I want to prove that $$\frac{(x-y)(x-z)}{x^2}+\frac{(y-x)(y-z)}{y^2}+\frac{(z-x)(z-y)}{z^2}\geq 0$$ for positive numbers $x,y,z$. I don't know how to even begin. I must say I'm not 100% certain the inequality always holds.

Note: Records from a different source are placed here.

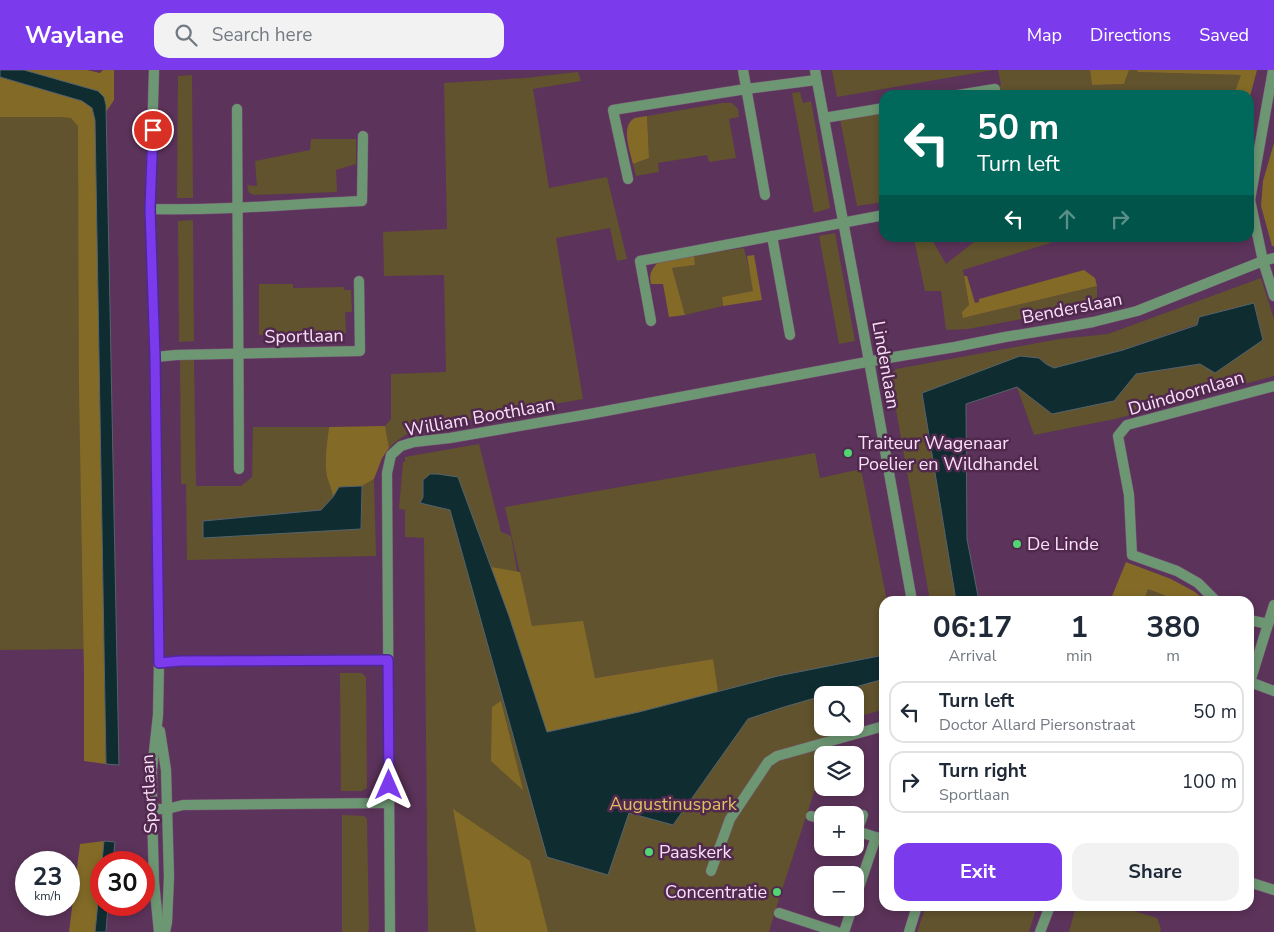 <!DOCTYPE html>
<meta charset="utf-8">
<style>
:root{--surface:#fff;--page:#f2f2f3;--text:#1f2937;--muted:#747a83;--line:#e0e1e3;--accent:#7c3aed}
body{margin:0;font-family:"Nunito Sans",sans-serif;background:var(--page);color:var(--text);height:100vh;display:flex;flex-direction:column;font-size:19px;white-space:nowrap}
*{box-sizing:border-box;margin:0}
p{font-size:16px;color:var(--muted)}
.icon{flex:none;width:28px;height:28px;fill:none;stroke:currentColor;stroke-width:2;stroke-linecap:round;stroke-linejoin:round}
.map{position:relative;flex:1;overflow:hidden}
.details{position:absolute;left:879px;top:526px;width:375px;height:315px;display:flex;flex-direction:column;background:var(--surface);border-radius:15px;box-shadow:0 2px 8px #0003}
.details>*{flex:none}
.top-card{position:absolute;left:879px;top:20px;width:375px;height:152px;border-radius:15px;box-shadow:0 2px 8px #0003;background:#00695c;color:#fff;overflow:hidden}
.fabs{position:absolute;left:814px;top:616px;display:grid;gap:10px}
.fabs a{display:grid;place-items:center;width:50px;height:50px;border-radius:10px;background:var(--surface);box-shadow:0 2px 8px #0003;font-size:25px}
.speed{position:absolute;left:15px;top:781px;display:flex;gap:10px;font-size:25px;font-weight:700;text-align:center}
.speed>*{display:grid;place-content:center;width:65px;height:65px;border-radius:50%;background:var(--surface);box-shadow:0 2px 8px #0003;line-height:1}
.speed small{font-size:12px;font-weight:400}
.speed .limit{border:8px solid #d22;background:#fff;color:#111}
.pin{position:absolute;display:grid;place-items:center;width:42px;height:42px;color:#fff;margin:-21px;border:2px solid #fff;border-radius:50%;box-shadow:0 1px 5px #0007}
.me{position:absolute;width:55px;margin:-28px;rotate:0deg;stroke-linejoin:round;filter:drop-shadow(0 0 4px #0008)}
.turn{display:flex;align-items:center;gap:18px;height:105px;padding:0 15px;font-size:22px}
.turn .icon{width:65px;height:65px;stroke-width:2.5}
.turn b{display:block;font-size:35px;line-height:42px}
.lanes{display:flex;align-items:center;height:48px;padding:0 15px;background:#0003;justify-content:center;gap:25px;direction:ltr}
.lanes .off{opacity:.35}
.eta{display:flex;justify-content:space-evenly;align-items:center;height:85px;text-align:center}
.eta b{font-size:30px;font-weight:700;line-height:35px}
.button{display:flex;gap:10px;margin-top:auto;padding:10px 15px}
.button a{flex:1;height:58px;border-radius:15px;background:var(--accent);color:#fff;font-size:20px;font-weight:700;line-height:58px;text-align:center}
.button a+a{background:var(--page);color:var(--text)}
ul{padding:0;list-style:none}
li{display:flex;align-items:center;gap:15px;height:62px;margin:0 10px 8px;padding:0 5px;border:2px solid var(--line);border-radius:15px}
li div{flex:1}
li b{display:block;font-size:19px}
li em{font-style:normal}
header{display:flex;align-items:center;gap:30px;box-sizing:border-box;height:70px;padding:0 25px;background:var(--accent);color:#fff}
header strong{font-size:24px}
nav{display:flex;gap:28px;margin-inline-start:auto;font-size:18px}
.search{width:350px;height:45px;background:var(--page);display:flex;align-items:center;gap:12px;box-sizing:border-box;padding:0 18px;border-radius:15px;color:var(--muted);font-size:19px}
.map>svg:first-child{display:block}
</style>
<header>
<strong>Waylane</strong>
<div class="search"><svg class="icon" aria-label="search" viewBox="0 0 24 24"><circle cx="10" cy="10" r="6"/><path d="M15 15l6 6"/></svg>Search here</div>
<nav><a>Map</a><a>Directions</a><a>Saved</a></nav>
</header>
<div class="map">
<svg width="1274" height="862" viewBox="0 0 1274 862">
<rect width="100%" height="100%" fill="#5c335a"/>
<g fill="#61532d">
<polygon points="832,0 993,0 837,27"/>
<polygon points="998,0 1090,0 1092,15 1124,14 1129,0 1137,0 1138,2 1242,5 1234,25 943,25 1001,15"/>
<path d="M578 2 581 11 533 19 549 118 607 107 627 189 617 191 610 158 556 168 583 329 435 355C415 361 404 363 389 378L385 356 391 349V304L446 302 444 205 384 206 383 162 447 159 444 13 525 8Z"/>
<polygon points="192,5 193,128 177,128 178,6"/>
<polygon points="0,20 83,45 90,579 0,580"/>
<polygon points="800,22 803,33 811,31 830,138 814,143 792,23"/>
<polygon points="722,33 732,33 738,39 739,47 729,49 736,88 709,92 707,85 658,93 659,102 636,106 633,94 649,88 647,46"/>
<polygon points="884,36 884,132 857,136 839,44"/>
<polygon points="311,69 356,69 356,94 336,100 337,122 255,125 249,123 247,115 257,116 255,91 310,80"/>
<polygon points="193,150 194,271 179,272 178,151"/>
<polygon points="835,163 855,271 839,274 819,166"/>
<polygon points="931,168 946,194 979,168 1066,168 963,200 969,235 963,248 1097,216 1097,235 968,259 946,260 941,221 925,221 914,169"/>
<polygon points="744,178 754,221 722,227 723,236 685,245 672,198 695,195 694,185"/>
<polygon points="1261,208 1274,249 1274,306 1115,349 1034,365 1017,317 1114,331 1136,304 1200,294 1263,270 1254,234 1123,280 1054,298 1046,294 1039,288 922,323 956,531 930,531 890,306 896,299 1059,269 1108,264"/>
<polygon points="259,214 293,214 293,218 344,217 344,220 351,220 352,242 345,242 346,263 259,265"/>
<path d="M180 289H194L196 416H241L252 407 253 357H329C327 373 324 391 327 407 329 413 332 420 333 427L321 440 203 451V467L361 459 362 416 374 409 376 486 187 490 186 414H181Z"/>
<polygon points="479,374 501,462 511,466 525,544 553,627 713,589 594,608 532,556 505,437 815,383 820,408 861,399 887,531 884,531 884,639 855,648 855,625 822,625 822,658 833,658 828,671 831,673 827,685 822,685 822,698 777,835 769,862 428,862 424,468 405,467 405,440 399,439 403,392 405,392 405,387"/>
<polygon points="1148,519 1179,531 1144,531"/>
<polygon points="340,603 362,603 366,607 367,718 362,721 341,721"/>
<polygon points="342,745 364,746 367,749 369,860 367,862 342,862"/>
<polygon points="926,836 1037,836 1029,862 917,862"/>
<polygon points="1076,836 1117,836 1157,848 1161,859 1160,862 1069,862"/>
</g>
<g fill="#836b27">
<polygon points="24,0 87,0 100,3 103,0 114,0 114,30 106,42 106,35"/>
<polygon points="1090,0 1129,0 1124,14 1092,15"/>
<polygon points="1137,0 1257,0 1249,30 1249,25 1234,25 1241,5 1138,2"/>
<polygon points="0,7 82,31 92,38 95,50 106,694 84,691 84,605 79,318 78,56 71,48 62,47 0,47"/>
<path d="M647 46 649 88 633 94C630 81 620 55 635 48 638 47 643 47 647 46Z"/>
<polygon points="1274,73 1274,176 1272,176 1261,136 1263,111"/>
<path d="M694 185 695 195 672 198 685 245 669 247 663 214H651C649 203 651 201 658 192L666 191Z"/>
<polygon points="754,185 762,230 723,236 722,227 753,221 747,186"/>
<polygon points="1084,200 1095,208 1097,216 963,248 962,242 969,235 964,206 967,206 975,233 979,232 979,229"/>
<path d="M385 356 389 378 382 388 374 409 362 416 339 417 333 427C332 420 329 413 327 407 324 391 327 373 329 357Z"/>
<polygon points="1126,492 1171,509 1195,522 1205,531 1179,531 1148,519 1144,531 1110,531"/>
<polygon points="491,497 520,502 532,556 583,551 595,608 713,589 718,622 639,642 547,662 514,563"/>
<polygon points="501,631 523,720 491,691 492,637"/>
<polygon points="453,739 530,791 548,862 476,862"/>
<polygon points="104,771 102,792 101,792 101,803 95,862 69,862 80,774"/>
</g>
<g fill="#0f2d31" stroke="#55636c">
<polygon points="0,0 24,0 98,21 104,27 106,35 119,695 106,694 95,50 92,38 82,31 0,7"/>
<polygon points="1254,233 1263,270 1215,303 1200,294 1136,304 1114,331 1052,344 1017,317 966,334 967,469 979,531 956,531 922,323 1020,286 1039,288 1046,294 1054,298 1123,280 1197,255 1199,247"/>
<polygon points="430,404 438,404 458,407 509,546 547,662 639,642 778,606 884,585 884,609 827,625 822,625 822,626 784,637 748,649 673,755 629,743 608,805 547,787 450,440 420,433 423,427 423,410"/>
<polygon points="362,416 361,459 203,468 203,451 321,440 333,427 339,417"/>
<polygon points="104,771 115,772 113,792 102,792"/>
<polygon points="101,803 101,835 108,835 106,862 95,862"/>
</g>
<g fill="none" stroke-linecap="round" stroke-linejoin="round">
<defs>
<g id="pedestrian">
<polyline points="863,745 857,761 884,770"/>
<polyline points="811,746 822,749"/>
<polyline points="855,829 876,767"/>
<polyline points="779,843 837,862"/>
<polyline points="844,862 852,838"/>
</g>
<g id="minor">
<polyline points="743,0 765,125"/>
<polyline points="815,0 869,291 912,531"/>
<polyline points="1273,0 1250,130 1263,191 1274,226"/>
<polyline points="958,25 995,19"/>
<polyline points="237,39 239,399"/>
<polyline points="824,48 884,38"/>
<polyline points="628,109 613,40 746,19 816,10"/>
<path d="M150 139C221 141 292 134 362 131L363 66"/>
<polyline points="772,166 790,265"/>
<polyline points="651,251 640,191 884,145"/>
<polyline points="155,287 176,285 360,281 359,211"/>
<polyline points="1216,531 1198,513 1177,501 1132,485 1129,425 1118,366 1127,355 1274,316"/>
<polyline points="1249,550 1268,554"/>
<polyline points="159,593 180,591 388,590"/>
<polyline points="1250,612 1274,621"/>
<polyline points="1249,615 1274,535"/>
<polyline points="152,739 167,739 183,735 389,733"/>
<polyline points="711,801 730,749 768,692 777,686 884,656"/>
<polyline points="1249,812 1274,820"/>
<polyline points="390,862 387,403 391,385 401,376 414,372 450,368 595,343 888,288 955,277 1005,267 1048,260 1093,252 1137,241 1263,191 1274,188"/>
<polyline points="909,862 917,836"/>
<polyline points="1040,862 1050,836"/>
</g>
<g id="tertiary">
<polyline points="154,0 150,139 155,287 159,593 158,645 152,700 152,739 154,812 159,862"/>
<polyline points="160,661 166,700 169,807 167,852 165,862"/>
</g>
</defs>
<use href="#pedestrian" stroke="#785276" stroke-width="11"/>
<use href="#minor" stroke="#785276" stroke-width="11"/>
<use href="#tertiary" stroke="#785276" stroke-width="11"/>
<use href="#pedestrian" stroke="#6d9673" stroke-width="10"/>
<use href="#minor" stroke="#6d9673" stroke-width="10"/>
<use href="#tertiary" stroke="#6d9673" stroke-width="10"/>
</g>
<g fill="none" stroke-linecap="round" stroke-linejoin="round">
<defs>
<polyline id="route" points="153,60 150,139 155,287 159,593 180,591 388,590 389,715"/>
</defs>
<use href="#route" stroke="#51269a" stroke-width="12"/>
<use href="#route" stroke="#7c3aed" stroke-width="9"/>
</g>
<g fill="#51d674" stroke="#51294f" stroke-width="2">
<circle cx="848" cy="383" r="5"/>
<circle cx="1017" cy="474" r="5"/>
<circle cx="649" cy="782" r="5"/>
<circle cx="777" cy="822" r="5"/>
</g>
<g text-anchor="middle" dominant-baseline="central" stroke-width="5" stroke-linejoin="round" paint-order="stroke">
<g font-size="18" fill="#f9e0f7" stroke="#51294f">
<text transform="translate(1072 238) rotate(-11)">Benderslaan</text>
<text transform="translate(304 266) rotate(-1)">Sportlaan</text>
<text transform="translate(886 295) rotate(80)">Lindenlaan</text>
<text transform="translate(1186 323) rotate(-16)">Duindoornlaan</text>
<text transform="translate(480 347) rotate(-10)">William Boothlaan</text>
<text transform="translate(149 724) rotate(-93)">Sportlaan</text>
</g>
<g font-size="18" fill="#f9e0f7" stroke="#51294f" text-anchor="start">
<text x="858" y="373">Traiteur Wagenaar<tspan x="858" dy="21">Poelier en Wildhandel</tspan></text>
<text x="1027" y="474">De Linde</text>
<text x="659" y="782">Paaskerk</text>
<text x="767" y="822" text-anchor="end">Concentratie</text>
</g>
<g font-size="18" fill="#e2bf60" stroke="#51294f">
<text x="673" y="734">Augustinuspark</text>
</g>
</g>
</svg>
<div class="fabs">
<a><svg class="icon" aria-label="search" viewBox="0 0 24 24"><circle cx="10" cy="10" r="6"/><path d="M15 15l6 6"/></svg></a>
<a><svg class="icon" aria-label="layers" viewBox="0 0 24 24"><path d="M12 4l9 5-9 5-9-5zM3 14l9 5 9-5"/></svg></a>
<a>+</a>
<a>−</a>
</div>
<div class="speed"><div>23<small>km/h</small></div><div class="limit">30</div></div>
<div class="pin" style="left:153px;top:60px;background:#d93025"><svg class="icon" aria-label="arrive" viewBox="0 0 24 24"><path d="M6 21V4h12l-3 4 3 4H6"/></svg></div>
<svg class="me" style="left:389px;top:715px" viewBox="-20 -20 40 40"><path d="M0-17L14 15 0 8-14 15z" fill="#7c3aed" stroke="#fff" stroke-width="4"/></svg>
<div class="top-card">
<div class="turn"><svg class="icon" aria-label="left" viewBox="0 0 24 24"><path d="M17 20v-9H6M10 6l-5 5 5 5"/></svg><div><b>50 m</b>Turn left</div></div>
<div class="lanes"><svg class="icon" aria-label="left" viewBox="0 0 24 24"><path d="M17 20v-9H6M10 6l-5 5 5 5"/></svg><svg class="icon off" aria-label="ahead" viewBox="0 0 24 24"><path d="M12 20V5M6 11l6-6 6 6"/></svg><svg class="icon off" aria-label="right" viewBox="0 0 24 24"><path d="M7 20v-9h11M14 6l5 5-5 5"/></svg></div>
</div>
<section class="details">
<div class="eta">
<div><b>06:17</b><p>Arrival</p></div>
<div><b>1</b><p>min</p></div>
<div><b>380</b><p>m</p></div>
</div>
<ul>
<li><svg class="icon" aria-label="left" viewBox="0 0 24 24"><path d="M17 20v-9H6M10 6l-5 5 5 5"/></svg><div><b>Turn left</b><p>Doctor Allard Piersonstraat</p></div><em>50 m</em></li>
<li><svg class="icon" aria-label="right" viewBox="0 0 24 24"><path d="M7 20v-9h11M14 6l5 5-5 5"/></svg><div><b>Turn right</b><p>Sportlaan</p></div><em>100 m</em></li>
</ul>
<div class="button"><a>Exit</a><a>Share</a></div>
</section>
</div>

I tried the sort of factoring involved in proving schur's inequality, but it doesn't seem to work here. I also tried to distribute the denominators to obtain terms of form (1-y/x)(1-z/x) and then maybe substituting x/y=a, y/z=b, z/x=a etc
On
Let $x\geq y\geq z$.
Thus, $$\sum_{cyc}\frac{(x-y)(x-z)}{x^2}\geq\frac{(x-z)(y-z)}{z^2}-\frac{(x-y)(y-z)}{y^2}=$$ $$=(y-z)\left(\frac{x-z}{z^2}-\frac{x-y}{y^2}\right)\geq0$$ because $y-z\geq0,$ $x-z\geq x-y$ and $\frac{1}{z^2}\geq\frac{1}{y^2}.$
Done!
On
Notice, that $$f(x,\,y,\,z)=\frac{(x-y)(x-z)}{x^2}+\frac{(y-x)(y-z)}{y^2}+\frac{(z-x)(z-y)}{z^2}= \frac{z^2y^2(x-y)(x-z)+x^2z^2(y-x)(y-z)+x^2y^2(z-x)(z-y)}{x^2y^2z^2}$$ Consider two case
On
There is no loss of generality in assuming $0 < x \leq y \leq z$. Rewrite the inequality as $$\frac{(x-y)^2+(y-z)(x-y)}{x^2}+\frac{(y-x)(y-z)}{y^2}+\frac{(z-y)^2+(y-x)(z-y)}{z^2} \geq 0$$ and rearrange the terms as follows: $$\frac{(x-y)^2}{x^2}+\frac{(z-y)^2}{z^2}+(z-y)(y-x)\left(\frac{1}{x^2}+\frac{1}{z^2}-\frac{1}{y^2}\right)\geq 0.$$ Since $(z-y)(y-x)\geq 0$ by assumption, it suffices to prove $$\frac{1}{x^2}+\frac{1}{z^2}-\frac{1}{y^2} \geq 0,$$ which is equivalent to $$\left(\frac{y}{x}\right)^2+\left(\frac{y}{z}\right)^2-1\geq0.$$ But the latter is obviously true as $y/x \geq 1$.
After replacing $x$ on $\frac{1}{x}$ and similar we need to prove that $$\sum_{cyc}x(x-y)(x-z)\geq0,$$ which is Schur.